健保ニュース
健保ニュース 2021年6月上旬号
自民・財政再建推進本部が提言
社会保障の歳出抑制を継続
受益、負担の不均衡是正
自民党の財政再建推進本部(本部長・下村博文政調会長)は5月25日、政府が6月に策定予定の「骨太方針2021」に向けた提言を取りまとめた。プライマリーバランス黒字化の財政再建目標を堅持する方針の下、社会保障など主要歳出分野の改革を求め、社会保障については、令和4年度から少なくとも3年間、これまでの「基盤強化期間」(元年度~3年度)における目安に沿った歳出改革努力を継続すべきと提言した。

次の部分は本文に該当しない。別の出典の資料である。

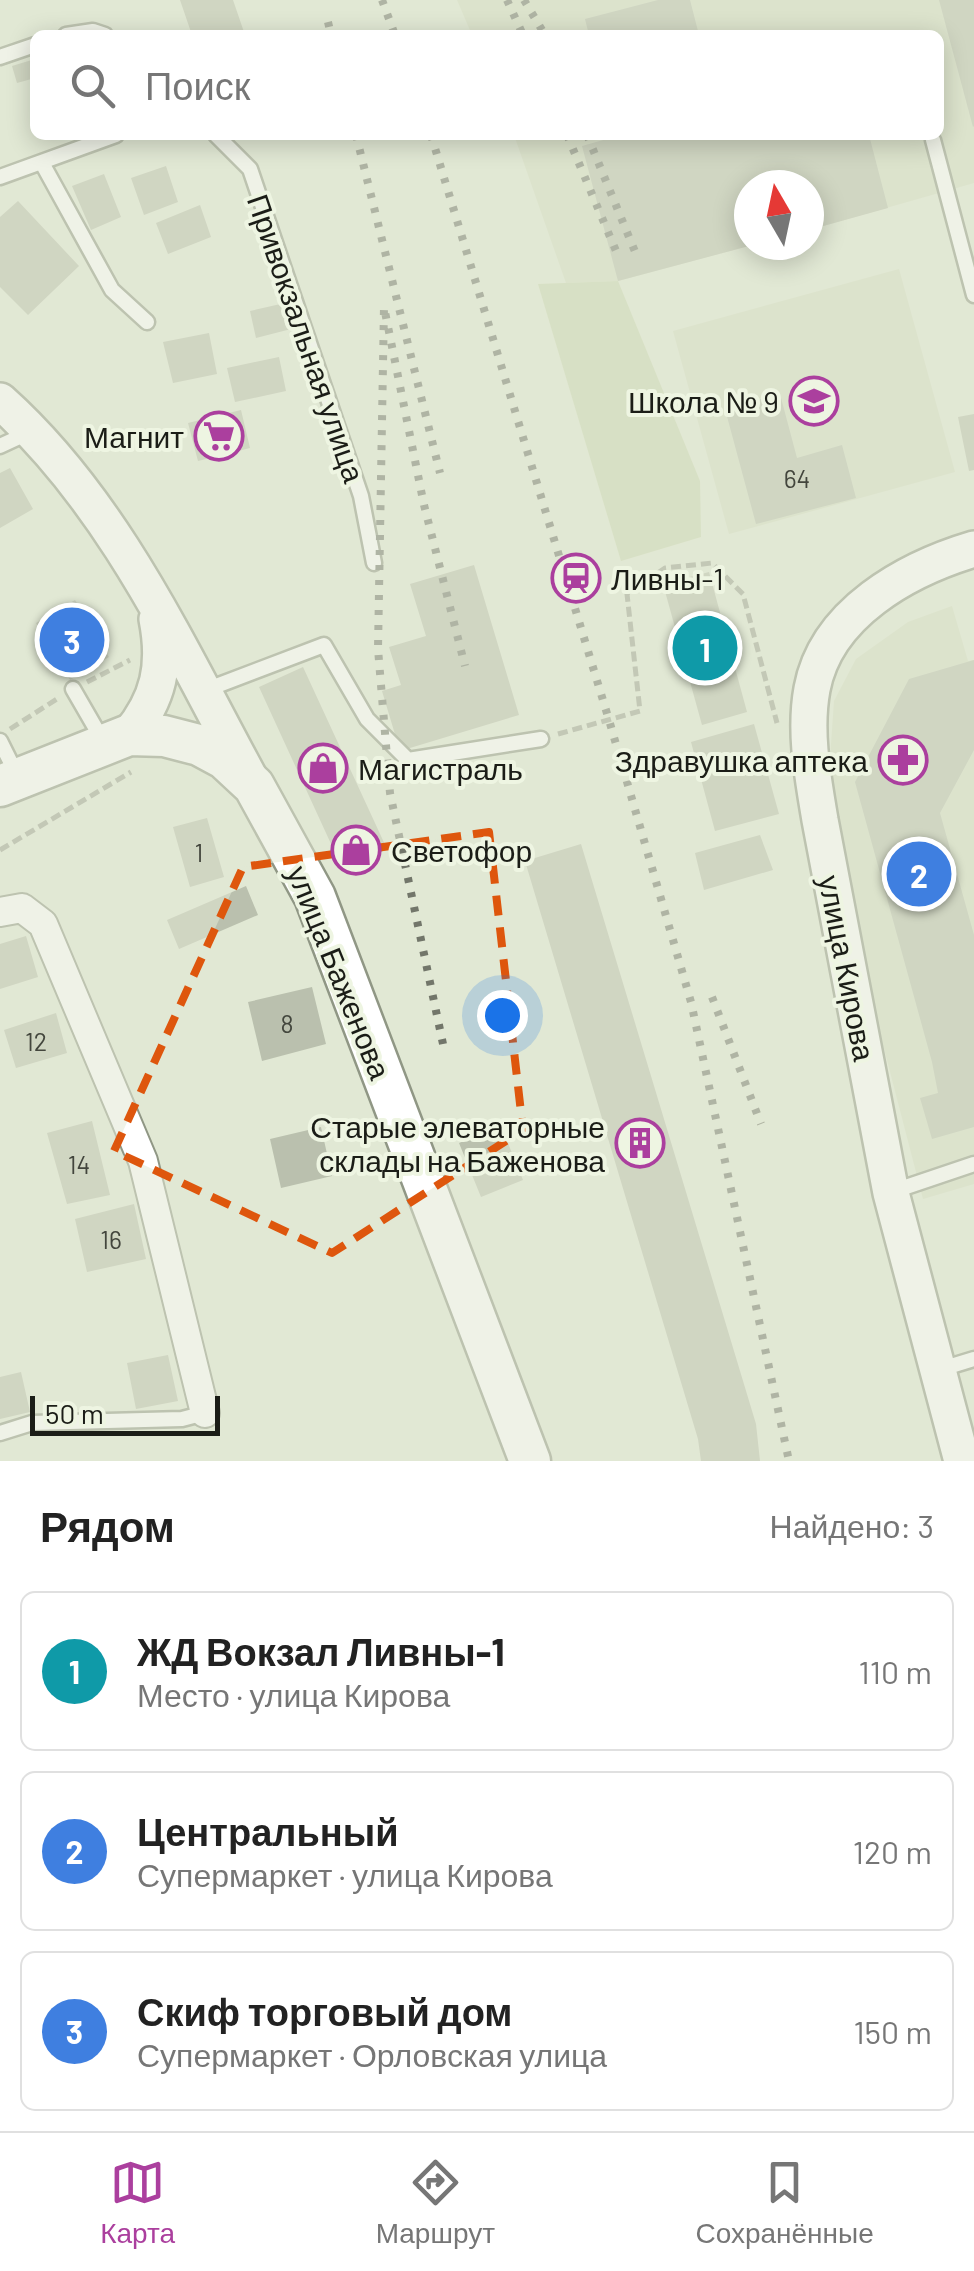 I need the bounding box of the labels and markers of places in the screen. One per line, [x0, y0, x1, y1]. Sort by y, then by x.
school or university icon: Школа № 9 [788, 375, 840, 427]
place label: Школа № 9 [628, 383, 779, 419]
supermarket icon: Магнит [193, 410, 245, 462]
place label: Магнит [84, 418, 184, 454]
station icon: Ливны-1 [550, 552, 602, 604]
place label: Ливны-1 [611, 560, 724, 596]
pin: 3 [40, 602, 104, 678]
pin: 1 [672, 610, 738, 686]
pharmacy icon: Здравушка аптека [877, 734, 929, 786]
shop icon: Магистраль [297, 742, 349, 794]
place label: Здравушка аптека [615, 742, 868, 778]
place label: Магистраль [358, 750, 523, 786]
shop icon: Светофор [330, 824, 382, 876]
place label: Светофор [391, 832, 532, 868]
pin: 2 [886, 836, 952, 912]
place label: Старые элеваторные склады на Баженова [310, 1108, 605, 1178]
building icon: Старые элеваторные склады на Баженова [614, 1117, 666, 1169] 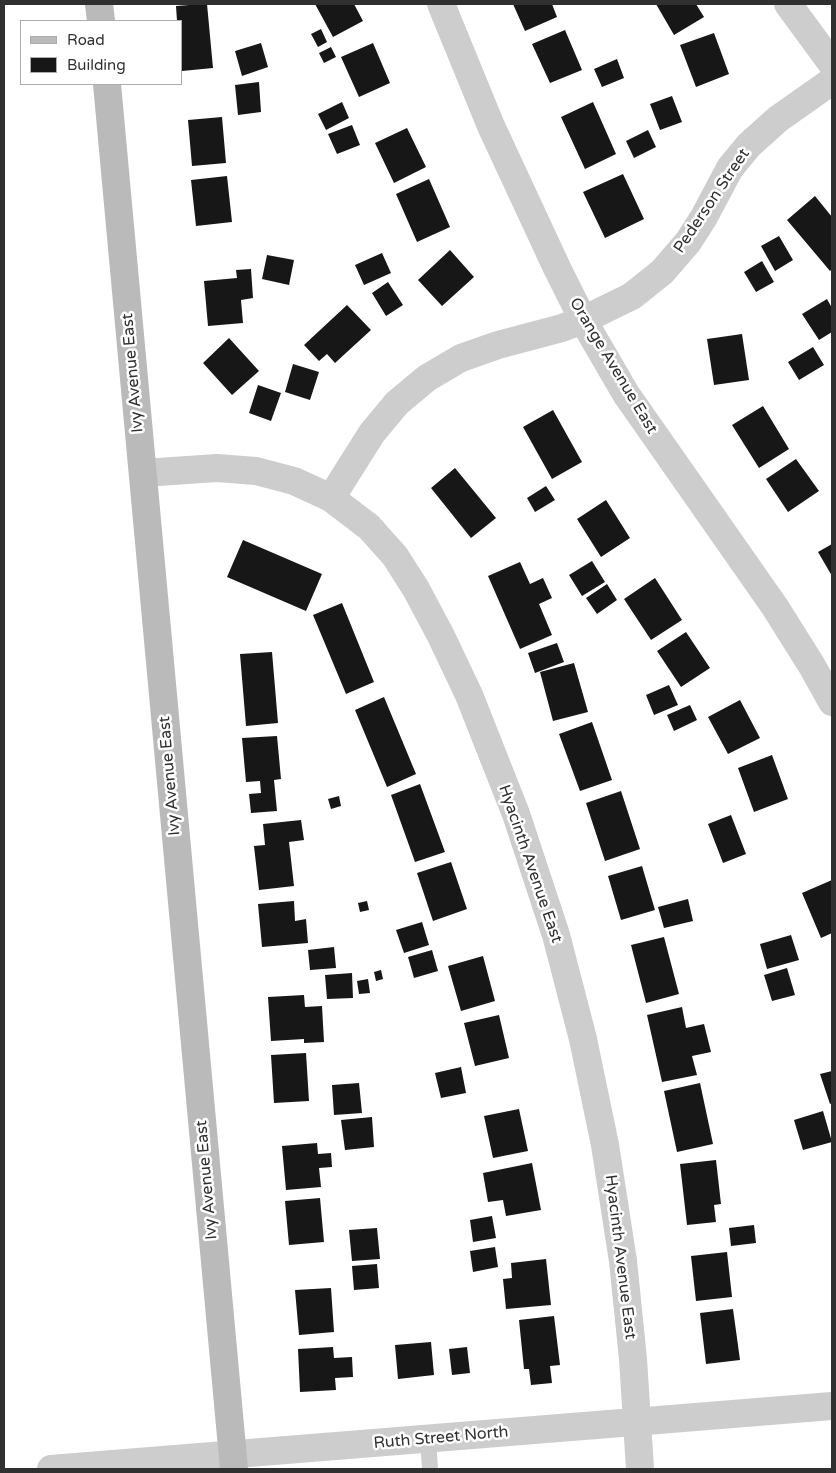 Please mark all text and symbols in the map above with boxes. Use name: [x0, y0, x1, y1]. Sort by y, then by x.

提言は、新型コロナウイルス対応の機動的な財政措置を認めつつも、中期的な財政再建の必要性を強調した。特に4年度以降、団塊の世代が後期高齢者入りすることで社会保障費が急増し、高齢化と現役世代の減少という日本の構造的な課題が最も深刻化すると危機感を示したうえで、「社会保障における受益と負担のアンバランスの是正は、真に待ったなしの課題である」と訴えた。
社会保険料の増加は、現役世代の可処分所得を減少させると消費減退の面から問題視し、「社会保障制度の持続可能性を高め、現役世代が希望を持てるようにしていくことは、わが国経済とっても重要な課題である」との認識を示した。
社会保障分野の歳出改革の方向性については、現行の「改革工程表」に掲げられている事項が月日が経つと曖昧化・矮小化されるケースもあると捉え、早期、着実な実施を求めた。
具体的な医療提供体制の整備では、高齢化と人口減少の進展に伴う医療ニーズの質的・量的変化を踏まえた地域医療構想を引き続き推進すべきと主張。コロナ収束も見据えつつ、病院の再編・統合を含めて病床・病院の役割分担を徹底し、専門医、医療機器などの医療資源や症例数を集約することで、質が高く、新興感染症にも対応可能な提供体制の構築に期待した。
こうした観点から、政府に対して▽地域医療構想調整会議の協議促進のための環境整備▽都道府県における提供体制整備の達成状況の公表、未達成の場合の責任の明確化による地域医療構想のPDCAサイクルの強化▽診療所を含む外来機能の明確化・分化の推進と、かかりつけ医の普及方策の検討─を求めた。
また、地域における医療費を巡るPDCAサイクル強化を重視し、「実効ある医療費適正化の仕組みを制度化」する。具体的に都道府県が策定する医療費適正化計画のPDCAサイクルを機能させることが急務として、計画上の「医療費の見込み」のあり方などの見直しの方向性を提起した。実効を上げるために都道府県の責務を明確化し、国・県・保険者などが各地域で状況を分析、連携して適正化に取り組むよう保険者協議会の関与強化や、データ分析を行う審査支払機関の機能充実を求めるとともに、6年度から始まる第4期医療費適正化計画期間に対応する都道府県計画への反映を視野に入れて、法制上の措置を講じる必要性を指摘した。